How to keep your pre-schooler’s teeth healthy

By Nicola Calder and Catherine Lippe

Shocking statistics about children’s teeth have only just been in the news. Recent statistics show that in 2015-2016 British children underwent 40,800 operations to extract teeth, that works out at roughly 160 procedures taking place every day of the year. 1 

Good oral hygiene and good dietary habits are both important in protecting children’s teeth from tooth decay. Children need healthy teeth and gums for biting, chewing and for forming sounds. And let’s not forget that we want children to smile too!

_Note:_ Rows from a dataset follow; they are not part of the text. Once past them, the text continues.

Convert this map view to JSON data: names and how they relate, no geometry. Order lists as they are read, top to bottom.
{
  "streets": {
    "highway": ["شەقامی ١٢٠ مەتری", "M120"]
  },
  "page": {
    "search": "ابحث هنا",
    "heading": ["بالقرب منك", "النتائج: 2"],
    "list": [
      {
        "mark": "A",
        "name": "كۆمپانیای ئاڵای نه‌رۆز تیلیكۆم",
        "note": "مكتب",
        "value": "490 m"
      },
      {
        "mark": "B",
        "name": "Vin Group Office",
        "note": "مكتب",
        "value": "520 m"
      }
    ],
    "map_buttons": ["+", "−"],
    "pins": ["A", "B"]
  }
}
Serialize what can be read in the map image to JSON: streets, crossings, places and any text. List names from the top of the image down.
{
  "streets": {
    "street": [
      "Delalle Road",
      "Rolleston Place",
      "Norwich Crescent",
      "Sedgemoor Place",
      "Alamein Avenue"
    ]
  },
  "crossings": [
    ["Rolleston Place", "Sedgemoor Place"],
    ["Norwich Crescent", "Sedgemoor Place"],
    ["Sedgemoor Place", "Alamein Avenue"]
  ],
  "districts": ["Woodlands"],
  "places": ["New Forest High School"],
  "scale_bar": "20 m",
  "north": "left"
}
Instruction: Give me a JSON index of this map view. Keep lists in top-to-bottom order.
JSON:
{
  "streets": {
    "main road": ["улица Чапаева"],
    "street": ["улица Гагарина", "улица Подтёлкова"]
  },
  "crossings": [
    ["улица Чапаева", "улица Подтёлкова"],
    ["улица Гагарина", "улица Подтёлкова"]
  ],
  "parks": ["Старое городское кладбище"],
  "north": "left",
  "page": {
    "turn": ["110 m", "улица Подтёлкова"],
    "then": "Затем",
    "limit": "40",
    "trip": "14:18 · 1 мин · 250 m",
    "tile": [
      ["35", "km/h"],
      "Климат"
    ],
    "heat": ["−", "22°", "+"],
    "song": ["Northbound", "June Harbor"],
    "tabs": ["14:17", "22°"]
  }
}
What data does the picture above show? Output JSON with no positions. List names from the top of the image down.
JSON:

Having good teeth helps children feel confident, but tooth decay can cause pain and worry, even in small children.

What causes tooth decay?
Tooth decay occurs when bacteria in the mouth reacts with sugar, causing acids to form that soften and dissolve enamel; and through acid erosion which happens when acid in food or drink comes into direct contact with enamel, both lead to cavities. The more often children have a sugary snack or drink between meals the more their teeth are under attack. And remember even sugar-free fizzy drinks or squashes can be acidic so should be consumed with caution.

Visiting the dentist with your child
As soon as your child gets their first milk tooth you are encouraged to register and visit the dentist with them. Dental surgeries can be full of bright lights, unusual smells and sounds, not to mention all the people in white coats, so it’s a good idea to get children used to the environment early. Simply sitting in the chair and opening up their mouth is great practice and will make them feel more relaxed about visits in the future. You could take your child with you whenever you have a routine check-up with the dentist. This will help your child to feel more comfortable in an otherwise unusual environment. Regular dental checks are important as they can detect any problems early on.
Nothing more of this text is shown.